◆ 二人のコック長
「あんたのとこのアウラ様。ありゃ『外さない舌』の持ち主だよな。初めて見たよ、本物」
アウラ様と一緒に付いてきたコック長のパーニスは己の主人を褒められ嬉しそうに頷いている。
「そうだな。アウラ嬢ちゃんは幼い頃から鼻と舌が過敏でな、昔はそれで逆に苦労してたんだよ。それから少しずつ辛い時には息を止めたり鼻や口を覆ったり自分で匂いといい距離をとる様になった」
「そりゃあ、大変だったな。でもアウラ様は鼻もすごいよなあ。ここからの匂いが分かるなんてこの目で見ても信じられないよ」
「コック長、舌と鼻は切っても切り離せないほど大切なんだよ。鼻が良いから料理の全ての風味と味わいが分かるのさ」
本来、下っ端のやるジャガイモの皮剥きを楽しそうに超高速で剥いているパーニス。
コック長は今日、公爵家にお出しする肉の仕込みにかかろうとしていた。
「お、おい。コック長、その肉はいきなり強火でやるより鍋が冷たいうちからゆっくり火を入れるんだよ。中があったまったら今度は一気に強火にして火にかけた時間分休ませてそれから肉を切るんだよ。やってみてくれや」
公爵家のコック長はパーニスより少し年下であった。そして話せば話すほどに料理や食材の見識の深さに舌を巻いていた。

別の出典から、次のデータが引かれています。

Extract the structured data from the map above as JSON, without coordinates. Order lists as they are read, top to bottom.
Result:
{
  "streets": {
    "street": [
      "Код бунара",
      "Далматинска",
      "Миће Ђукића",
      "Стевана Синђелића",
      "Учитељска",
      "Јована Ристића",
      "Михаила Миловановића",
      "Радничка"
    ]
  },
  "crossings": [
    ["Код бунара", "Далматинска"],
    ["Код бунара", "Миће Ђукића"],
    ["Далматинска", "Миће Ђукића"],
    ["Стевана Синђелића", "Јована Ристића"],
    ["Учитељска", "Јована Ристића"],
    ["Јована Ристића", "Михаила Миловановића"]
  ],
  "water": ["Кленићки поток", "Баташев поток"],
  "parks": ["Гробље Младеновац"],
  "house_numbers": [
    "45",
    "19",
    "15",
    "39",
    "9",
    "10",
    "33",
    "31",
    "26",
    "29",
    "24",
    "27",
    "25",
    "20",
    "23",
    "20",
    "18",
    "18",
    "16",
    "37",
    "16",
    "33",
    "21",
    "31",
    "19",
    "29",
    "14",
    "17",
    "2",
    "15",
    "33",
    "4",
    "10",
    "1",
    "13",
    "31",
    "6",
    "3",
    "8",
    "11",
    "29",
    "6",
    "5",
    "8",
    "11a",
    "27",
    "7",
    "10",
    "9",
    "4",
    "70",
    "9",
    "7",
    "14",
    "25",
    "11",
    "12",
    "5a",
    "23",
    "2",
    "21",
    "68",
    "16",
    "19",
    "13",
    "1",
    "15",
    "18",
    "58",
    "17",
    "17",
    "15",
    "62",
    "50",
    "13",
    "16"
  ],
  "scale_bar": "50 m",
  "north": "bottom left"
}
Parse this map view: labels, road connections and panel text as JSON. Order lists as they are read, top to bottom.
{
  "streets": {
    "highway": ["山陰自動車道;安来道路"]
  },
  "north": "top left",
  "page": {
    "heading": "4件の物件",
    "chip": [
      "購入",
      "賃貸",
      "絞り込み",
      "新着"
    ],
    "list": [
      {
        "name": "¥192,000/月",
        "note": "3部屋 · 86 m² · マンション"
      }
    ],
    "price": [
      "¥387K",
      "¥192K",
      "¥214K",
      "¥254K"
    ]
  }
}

パーニスに掛かるとコック長達が知ってる普通の常識から一歩も二歩も先進的な手法が飛び出て、この公爵家の料理の味は格段に上がった。
このパーニスがコック長だったからアウラ様の舌はより鍛えられたのだと心から思った。
「パーニスさん、俺はアウラ様にお料理を出すのが少し怖いよ。ははは」
ジャガイモの皮剥きをしていた手がピタリと止まった。
パーニスは真剣な眼差しをコック長に向けて静かに諭した。
「コック長。貴方はこの公爵家の料理人のトップだろ。下の者はあんたの仕事をいつも見ているんだよ。主人の料理を作る事を恐れる料理人がどこにいるんだ。アウラ嬢ちゃんは料理人の作る料理に心を通わせながら食べているんだ。怖がるなよ。楽しめ!そして素直に喜んでもらえたら良いんだよ。コック長、あんたは驕らない人間だ、信用できる。俺も手伝うさ、頑張ろうや」
「パ、パーニスさん、目が覚めた。ありがとう。どうか色々・・・教えてください」
公爵家のコック長とはいえ素直に負けと認めたパーニスさんに最後は敬語が自然と口を出た。
それからパーニスは死んだ妻のことや遠くに嫁いだ娘の話を延々と公爵家のコック長に聞かしてみせた。
(パーニスさん、俺は料理の事が聞きたいんだ・・・)
密かに思うコック長だった。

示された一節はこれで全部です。